The between-group comparison reveals a reorganisation of the motor system in the pre-manifest state with a task performed equally well by both subject groups (Klöppel et al., 2009). Higher task demands are likely to reveal even stronger disease effects as shown by Wolf et al. (2008b), who found aberrant fronto-striatal coupling in preHD only under high working memory load. Of note, our sample is relatively far from clinical disease onset.

DCM now allowed us to identify the network characteristics underlying differential recruitment of the SMA observed in the preHD group in a previous analysis of the same data (Klöppel et al., 2009). Greater effects of ‘complexity’ from cSMA to pSMA and from lPMd to pSMA in the preHD group, and increased condition-independent connections from pSMA to lSPC, may well be a reflection of those observations. In Klöppel et al. (2009), we reported greater activation of cSMA in preHD and correlations of pSMA and cSMA with approaching disease onset. An equivalent of these findings may be the tighter couplings of DCM parameters connected to SMA in preHD compared to controls.

Prediction of yto with DCM parameters and assessment of potential NR

Our results from two multiple regression models show an association between connection strengths and yto. In a hierarchical multiple linear regression model with age as a covariate, one PC contributed significantly to the prediction of yto. On inspection, and after controlling for age, we found three significant correlations of connection strengths loading high on this PC, involving PMd and SPC bilaterally: First, the positive correlations of complexity-associated modulation from rSPC to rPMd with yto suggest that rSPC exerts less influence on rPMd with approaching disease onset, when the task becomes cognitively challenging. Second, the positive correlation of the fixed connection from rPMd to lPMd suggests an attenuated impact of rPMd on lPMd with approaching clinical onset independently of task demands. This could point to declining interhemispheric influences from rPMd to lPMd or – as the disease progresses – an inhibition of lPMd.

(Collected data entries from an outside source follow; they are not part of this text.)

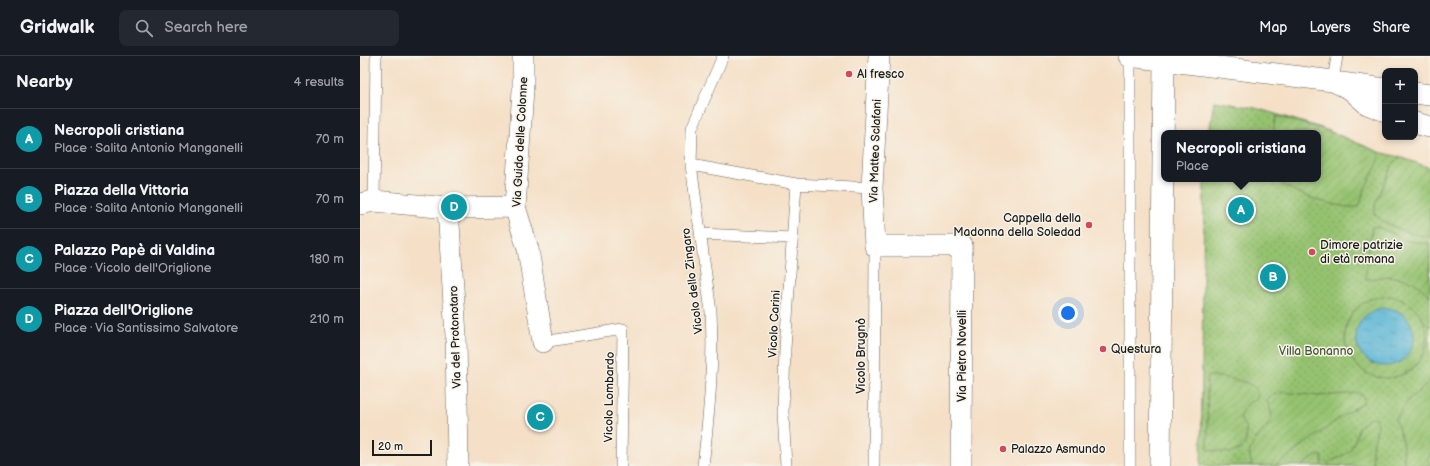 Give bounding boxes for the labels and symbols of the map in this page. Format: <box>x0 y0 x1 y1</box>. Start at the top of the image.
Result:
place label: Al fresco <box>857 67 904 82</box>
marker: Al fresco <box>844 69 854 79</box>
street label: Via Guido delle Colonne <box>510 76 531 208</box>
street label: Via Matteo Sclafani <box>866 99 885 203</box>
pin: D <box>441 192 467 222</box>
pin: A <box>1228 195 1254 225</box>
place label: Cappella della Madonna della Soledad <box>953 211 1081 240</box>
marker: Cappella della Madonna della Soledad <box>1084 220 1094 230</box>
street label: Vicolo dello Zingaro <box>679 227 706 335</box>
place label: Dimore patrizie di età romana <box>1320 238 1403 267</box>
marker: Dimore patrizie di età romana <box>1307 247 1317 257</box>
pin: B <box>1260 262 1286 292</box>
street label: Via del Protonotaro <box>446 285 465 389</box>
street label: Vicolo Carini <box>765 289 784 358</box>
your location <box>1058 303 1078 323</box>
street label: Via Pietro Novelli <box>955 310 970 402</box>
street label: Vicolo Brugnò <box>854 318 869 394</box>
place label: Questura <box>1111 342 1161 357</box>
marker: Questura <box>1098 344 1108 354</box>
park label: Villa Bonanno <box>1279 344 1353 359</box>
street label: Vicolo Lombardo <box>601 351 618 443</box>
pin: C <box>527 402 553 432</box>
scale bar <box>372 438 432 457</box>
place label: Palazzo Asmundo <box>1011 442 1106 457</box>
marker: Palazzo Asmundo <box>998 444 1008 454</box> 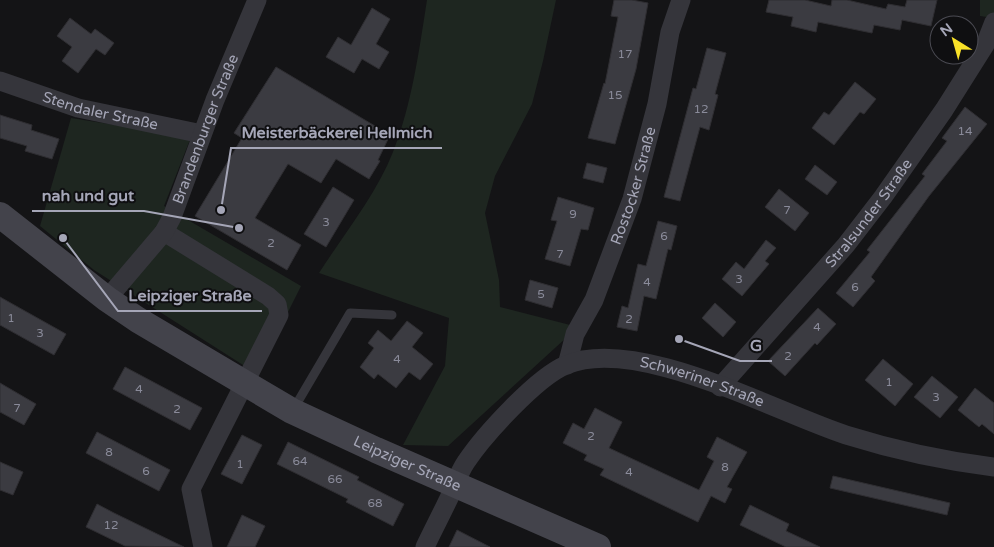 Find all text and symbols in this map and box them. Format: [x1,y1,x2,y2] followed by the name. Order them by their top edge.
[929,15,979,65] north arrow
[937,20,956,40] text: N
[617,47,633,61] house number: 17
[169,51,242,206] street label: Brandenburger Straße
[40,87,160,134] street label: Stendaler Straße
[607,88,623,102] house number: 15
[693,102,709,116] house number: 12
[231,117,442,148] callout: Meisterbäckerei Hellmich
[241,123,433,143] text: Meisterbäckerei Hellmich
[957,124,973,138] house number: 14
[607,125,660,247] street label: Rostocker Straße
[821,155,916,271] street label: Stralsunder Straße
[32,180,144,211] callout: nah und gut
[42,186,135,206] text: nah und gut
[783,203,791,217] house number: 7
[569,207,577,221] house number: 9
[322,215,330,229] house number: 3
[660,229,668,243] house number: 6
[267,236,275,250] house number: 2
[556,247,564,261] house number: 7
[735,272,743,286] house number: 3
[643,275,651,289] house number: 4
[118,280,262,311] callout: Leipziger Straße
[851,280,859,294] house number: 6
[128,286,252,306] text: Leipziger Straße
[537,287,545,301] house number: 5
[7,311,15,325] house number: 1
[625,312,633,326] house number: 2
[813,320,821,334] house number: 4
[36,326,44,340] house number: 3
[740,330,772,361] callout: G
[750,336,762,356] text: G
[784,349,792,363] house number: 2
[393,352,401,366] house number: 4
[638,353,767,411] street label: Schweriner Straße
[885,375,893,389] house number: 1
[135,382,143,396] house number: 4
[932,390,940,404] house number: 3
[13,401,21,415] house number: 7
[173,402,181,416] house number: 2
[587,429,595,443] house number: 2
[351,432,464,495] street label: Leipziger Straße
[105,445,113,459] house number: 8
[292,454,308,468] house number: 64
[236,457,244,471] house number: 1
[721,460,729,474] house number: 8
[142,464,150,478] house number: 6
[625,465,633,479] house number: 4
[327,472,343,486] house number: 66
[367,496,383,510] house number: 68
[103,518,119,532] house number: 12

Third, and most important in relation to NR, is the increasing complexity-associated modulation of lPMd to lSPC connectivity with approaching disease onset. Of note, we found a similar increase in connectivity in corresponding areas in the right hemisphere, which did not remain significant after controlling for age (see e.g. Tanaka and Watanabe, 2011, for findings on compensation of ipsilateral sensorimotor regions to maintain motor functioning). Connections from PMd to SPC are part of widely connected parieto-frontal circuits (Iacoboni, 2006; Matelli and Luppino, 2001). A key role of the lPMd in motor control has been suggested previously (Schluter et al., 1998). In the context of HD and preHD, SPC has been discussed in terms of a parietal shift (Bartenstein et al., 1997) and parietal interaction effects (Klöppel et al., 2009) reported in activation analyses. Our findings suggest that this shift is expressed as enhanced positive effective connectivity from PMd to SPC, whilst connectivity in the other direction declines (Fig. 3). Hence, with greater proximity to symptom onset, the SPC is more strongly recruited by PMd to ensure motor functioning in periods of cognitive challenge (Rizzolatti et al., 1997; Rushworth et al., 2003). Again, a role of parietal cortex in compensation has recently been discussed by Wolf et al. (2012b), who found the default mode network, which includes the inferior parietal lobe, to be functionally persistent in preHD. Furthermore, it interacts with PMd for reaching movements as revealed by TMS (Busan et al., 2009), whilst PMd overall exerts a steering role in the guidance of hand movements (Groppa et al., 2012; Koch et al., 2006; O'Shea et al., 2007a; Schluter et al., 1998). Taken together, the interplay of parietal and frontal motor areas during action execution is highly variable and task-dependent (Koch and Rothwell, 2009; Rounis et al., 2005), which is confirmed by the identification of PMd–SPC correlations solely in complex task conditions. These connectivity results therefore complement those from the standard activation analyses.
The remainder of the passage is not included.